───── Task inputs

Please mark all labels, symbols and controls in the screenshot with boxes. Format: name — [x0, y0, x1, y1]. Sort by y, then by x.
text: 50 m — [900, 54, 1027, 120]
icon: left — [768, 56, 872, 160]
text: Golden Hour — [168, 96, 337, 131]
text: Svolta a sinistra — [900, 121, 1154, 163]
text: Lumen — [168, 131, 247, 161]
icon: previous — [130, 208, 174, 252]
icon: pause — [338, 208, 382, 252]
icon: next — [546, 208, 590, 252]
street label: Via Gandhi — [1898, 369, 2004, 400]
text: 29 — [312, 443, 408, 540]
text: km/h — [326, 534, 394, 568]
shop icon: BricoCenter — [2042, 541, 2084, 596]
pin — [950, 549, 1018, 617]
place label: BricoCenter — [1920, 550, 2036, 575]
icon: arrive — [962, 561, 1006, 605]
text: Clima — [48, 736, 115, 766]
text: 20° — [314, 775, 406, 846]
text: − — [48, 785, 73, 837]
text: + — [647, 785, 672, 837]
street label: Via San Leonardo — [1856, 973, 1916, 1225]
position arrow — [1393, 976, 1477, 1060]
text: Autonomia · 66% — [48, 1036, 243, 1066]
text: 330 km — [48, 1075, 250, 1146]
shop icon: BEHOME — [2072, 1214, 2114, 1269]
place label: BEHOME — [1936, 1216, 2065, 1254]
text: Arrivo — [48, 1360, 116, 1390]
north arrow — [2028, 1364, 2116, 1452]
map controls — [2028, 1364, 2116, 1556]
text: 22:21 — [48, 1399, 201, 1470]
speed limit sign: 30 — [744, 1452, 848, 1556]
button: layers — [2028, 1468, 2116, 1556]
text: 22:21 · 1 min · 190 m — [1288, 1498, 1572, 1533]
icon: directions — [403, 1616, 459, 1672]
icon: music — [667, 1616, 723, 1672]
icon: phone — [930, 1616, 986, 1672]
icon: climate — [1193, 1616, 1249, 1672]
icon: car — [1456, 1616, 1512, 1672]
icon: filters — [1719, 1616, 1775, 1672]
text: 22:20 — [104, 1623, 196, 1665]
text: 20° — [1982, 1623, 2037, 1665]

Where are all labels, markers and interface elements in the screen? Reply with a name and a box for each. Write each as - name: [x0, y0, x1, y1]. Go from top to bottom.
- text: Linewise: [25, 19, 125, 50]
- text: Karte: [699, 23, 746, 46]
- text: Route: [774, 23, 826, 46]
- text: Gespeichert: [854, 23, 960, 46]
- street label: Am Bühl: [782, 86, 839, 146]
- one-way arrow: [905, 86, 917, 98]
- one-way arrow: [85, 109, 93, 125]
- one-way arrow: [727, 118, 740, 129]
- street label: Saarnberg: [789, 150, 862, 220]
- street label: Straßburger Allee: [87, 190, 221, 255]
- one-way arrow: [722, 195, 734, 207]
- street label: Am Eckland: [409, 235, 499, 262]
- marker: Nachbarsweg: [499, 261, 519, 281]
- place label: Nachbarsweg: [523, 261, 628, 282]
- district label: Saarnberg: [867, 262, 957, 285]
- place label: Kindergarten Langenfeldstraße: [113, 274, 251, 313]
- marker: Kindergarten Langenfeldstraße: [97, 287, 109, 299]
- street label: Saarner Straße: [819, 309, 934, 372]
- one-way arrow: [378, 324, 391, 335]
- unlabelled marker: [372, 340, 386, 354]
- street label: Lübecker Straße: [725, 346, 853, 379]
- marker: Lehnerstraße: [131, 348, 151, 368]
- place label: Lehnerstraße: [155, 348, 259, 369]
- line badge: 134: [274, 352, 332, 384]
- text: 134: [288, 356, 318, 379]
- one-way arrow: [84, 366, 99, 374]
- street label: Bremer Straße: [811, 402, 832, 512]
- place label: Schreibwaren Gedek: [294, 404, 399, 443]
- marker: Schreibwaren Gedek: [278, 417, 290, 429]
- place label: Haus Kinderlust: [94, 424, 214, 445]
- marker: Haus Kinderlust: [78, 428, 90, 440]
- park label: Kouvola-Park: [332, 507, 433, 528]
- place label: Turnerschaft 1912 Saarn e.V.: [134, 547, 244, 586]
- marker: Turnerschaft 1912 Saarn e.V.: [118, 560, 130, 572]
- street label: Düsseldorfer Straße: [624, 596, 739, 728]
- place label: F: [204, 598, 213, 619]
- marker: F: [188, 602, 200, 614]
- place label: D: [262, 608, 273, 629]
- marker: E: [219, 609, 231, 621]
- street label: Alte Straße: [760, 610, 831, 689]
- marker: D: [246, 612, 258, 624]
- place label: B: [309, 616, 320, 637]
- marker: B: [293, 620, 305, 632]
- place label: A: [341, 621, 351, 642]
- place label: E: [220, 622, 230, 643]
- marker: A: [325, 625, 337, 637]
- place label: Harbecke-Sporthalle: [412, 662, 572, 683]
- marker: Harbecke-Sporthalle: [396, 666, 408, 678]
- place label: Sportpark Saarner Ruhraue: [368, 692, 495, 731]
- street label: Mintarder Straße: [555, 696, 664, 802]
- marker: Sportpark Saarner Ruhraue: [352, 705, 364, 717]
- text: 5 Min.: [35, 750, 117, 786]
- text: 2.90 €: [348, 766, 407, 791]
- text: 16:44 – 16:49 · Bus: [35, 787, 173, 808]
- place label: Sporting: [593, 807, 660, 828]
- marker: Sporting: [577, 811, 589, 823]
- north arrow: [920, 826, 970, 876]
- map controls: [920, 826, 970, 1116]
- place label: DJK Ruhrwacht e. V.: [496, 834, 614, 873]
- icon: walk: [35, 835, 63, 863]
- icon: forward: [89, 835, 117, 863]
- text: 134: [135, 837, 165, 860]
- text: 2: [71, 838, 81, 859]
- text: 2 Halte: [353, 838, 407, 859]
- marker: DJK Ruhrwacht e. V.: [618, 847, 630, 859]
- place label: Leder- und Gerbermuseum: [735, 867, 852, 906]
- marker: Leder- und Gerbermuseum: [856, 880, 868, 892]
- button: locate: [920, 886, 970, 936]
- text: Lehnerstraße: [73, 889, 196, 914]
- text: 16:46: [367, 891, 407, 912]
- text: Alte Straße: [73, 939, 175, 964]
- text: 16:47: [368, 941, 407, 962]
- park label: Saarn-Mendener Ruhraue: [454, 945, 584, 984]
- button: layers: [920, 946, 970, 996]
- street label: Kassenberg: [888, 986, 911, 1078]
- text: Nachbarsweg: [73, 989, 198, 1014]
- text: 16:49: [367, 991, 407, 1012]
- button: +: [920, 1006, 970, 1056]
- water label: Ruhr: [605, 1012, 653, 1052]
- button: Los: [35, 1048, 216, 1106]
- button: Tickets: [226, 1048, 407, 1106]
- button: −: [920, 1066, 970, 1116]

──────────

**The task:**
Reproduce the material above. Do not change a word.

**Your response:**
Please mark all labels, symbols and controls in the screenshot with boxes. Format: name — [x0, y0, x1, y1]. Sort by y, then by x.
text: 50 m — [900, 54, 1027, 120]
icon: left — [768, 56, 872, 160]
text: Golden Hour — [168, 96, 337, 131]
text: Svolta a sinistra — [900, 121, 1154, 163]
text: Lumen — [168, 131, 247, 161]
icon: previous — [130, 208, 174, 252]
icon: pause — [338, 208, 382, 252]
icon: next — [546, 208, 590, 252]
street label: Via Gandhi — [1898, 369, 2004, 400]
text: 29 — [312, 443, 408, 540]
text: km/h — [326, 534, 394, 568]
shop icon: BricoCenter — [2042, 541, 2084, 596]
pin — [950, 549, 1018, 617]
place label: BricoCenter — [1920, 550, 2036, 575]
icon: arrive — [962, 561, 1006, 605]
text: Clima — [48, 736, 115, 766]
text: 20° — [314, 775, 406, 846]
text: − — [48, 785, 73, 837]
text: + — [647, 785, 672, 837]
street label: Via San Leonardo — [1856, 973, 1916, 1225]
position arrow — [1393, 976, 1477, 1060]
text: Autonomia · 66% — [48, 1036, 243, 1066]
text: 330 km — [48, 1075, 250, 1146]
shop icon: BEHOME — [2072, 1214, 2114, 1269]
place label: BEHOME — [1936, 1216, 2065, 1254]
text: Arrivo — [48, 1360, 116, 1390]
north arrow — [2028, 1364, 2116, 1452]
map controls — [2028, 1364, 2116, 1556]
text: 22:21 — [48, 1399, 201, 1470]
speed limit sign: 30 — [744, 1452, 848, 1556]
button: layers — [2028, 1468, 2116, 1556]
text: 22:21 · 1 min · 190 m — [1288, 1498, 1572, 1533]
icon: directions — [403, 1616, 459, 1672]
icon: music — [667, 1616, 723, 1672]
icon: phone — [930, 1616, 986, 1672]
icon: climate — [1193, 1616, 1249, 1672]
icon: car — [1456, 1616, 1512, 1672]
icon: filters — [1719, 1616, 1775, 1672]
text: 22:20 — [104, 1623, 196, 1665]
text: 20° — [1982, 1623, 2037, 1665]

Where are all labels, markers and interface elements in the screen? Reply with a name and a box for each. Write each as - name: [x0, y0, x1, y1]. Go from top to bottom.
- text: Linewise: [25, 19, 125, 50]
- text: Karte: [699, 23, 746, 46]
- text: Route: [774, 23, 826, 46]
- text: Gespeichert: [854, 23, 960, 46]
- street label: Am Bühl: [782, 86, 839, 146]
- one-way arrow: [905, 86, 917, 98]
- one-way arrow: [85, 109, 93, 125]
- one-way arrow: [727, 118, 740, 129]
- street label: Saarnberg: [789, 150, 862, 220]
- street label: Straßburger Allee: [87, 190, 221, 255]
- one-way arrow: [722, 195, 734, 207]
- street label: Am Eckland: [409, 235, 499, 262]
- marker: Nachbarsweg: [499, 261, 519, 281]
- place label: Nachbarsweg: [523, 261, 628, 282]
- district label: Saarnberg: [867, 262, 957, 285]
- place label: Kindergarten Langenfeldstraße: [113, 274, 251, 313]
- marker: Kindergarten Langenfeldstraße: [97, 287, 109, 299]
- street label: Saarner Straße: [819, 309, 934, 372]
- one-way arrow: [378, 324, 391, 335]
- unlabelled marker: [372, 340, 386, 354]
- street label: Lübecker Straße: [725, 346, 853, 379]
- marker: Lehnerstraße: [131, 348, 151, 368]
- place label: Lehnerstraße: [155, 348, 259, 369]
- line badge: 134: [274, 352, 332, 384]
- text: 134: [288, 356, 318, 379]
- one-way arrow: [84, 366, 99, 374]
- street label: Bremer Straße: [811, 402, 832, 512]
- place label: Schreibwaren Gedek: [294, 404, 399, 443]
- marker: Schreibwaren Gedek: [278, 417, 290, 429]
- place label: Haus Kinderlust: [94, 424, 214, 445]
- marker: Haus Kinderlust: [78, 428, 90, 440]
- park label: Kouvola-Park: [332, 507, 433, 528]
- place label: Turnerschaft 1912 Saarn e.V.: [134, 547, 244, 586]
- marker: Turnerschaft 1912 Saarn e.V.: [118, 560, 130, 572]
- street label: Düsseldorfer Straße: [624, 596, 739, 728]
- place label: F: [204, 598, 213, 619]
- marker: F: [188, 602, 200, 614]
- place label: D: [262, 608, 273, 629]
- marker: E: [219, 609, 231, 621]
- street label: Alte Straße: [760, 610, 831, 689]
- marker: D: [246, 612, 258, 624]
- place label: B: [309, 616, 320, 637]
- marker: B: [293, 620, 305, 632]
- place label: A: [341, 621, 351, 642]
- place label: E: [220, 622, 230, 643]
- marker: A: [325, 625, 337, 637]
- place label: Harbecke-Sporthalle: [412, 662, 572, 683]
- marker: Harbecke-Sporthalle: [396, 666, 408, 678]
- place label: Sportpark Saarner Ruhraue: [368, 692, 495, 731]
- street label: Mintarder Straße: [555, 696, 664, 802]
- marker: Sportpark Saarner Ruhraue: [352, 705, 364, 717]
- text: 5 Min.: [35, 750, 117, 786]
- text: 2.90 €: [348, 766, 407, 791]
- text: 16:44 – 16:49 · Bus: [35, 787, 173, 808]
- place label: Sporting: [593, 807, 660, 828]
- marker: Sporting: [577, 811, 589, 823]
- north arrow: [920, 826, 970, 876]
- map controls: [920, 826, 970, 1116]
- place label: DJK Ruhrwacht e. V.: [496, 834, 614, 873]
- icon: walk: [35, 835, 63, 863]
- icon: forward: [89, 835, 117, 863]
- text: 134: [135, 837, 165, 860]
- text: 2: [71, 838, 81, 859]
- text: 2 Halte: [353, 838, 407, 859]
- marker: DJK Ruhrwacht e. V.: [618, 847, 630, 859]
- place label: Leder- und Gerbermuseum: [735, 867, 852, 906]
- marker: Leder- und Gerbermuseum: [856, 880, 868, 892]
- button: locate: [920, 886, 970, 936]
- text: Lehnerstraße: [73, 889, 196, 914]
- text: 16:46: [367, 891, 407, 912]
- text: Alte Straße: [73, 939, 175, 964]
- text: 16:47: [368, 941, 407, 962]
- park label: Saarn-Mendener Ruhraue: [454, 945, 584, 984]
- button: layers: [920, 946, 970, 996]
- street label: Kassenberg: [888, 986, 911, 1078]
- text: Nachbarsweg: [73, 989, 198, 1014]
- text: 16:49: [367, 991, 407, 1012]
- button: +: [920, 1006, 970, 1056]
- water label: Ruhr: [605, 1012, 653, 1052]
- button: Los: [35, 1048, 216, 1106]
- button: Tickets: [226, 1048, 407, 1106]
- button: −: [920, 1066, 970, 1116]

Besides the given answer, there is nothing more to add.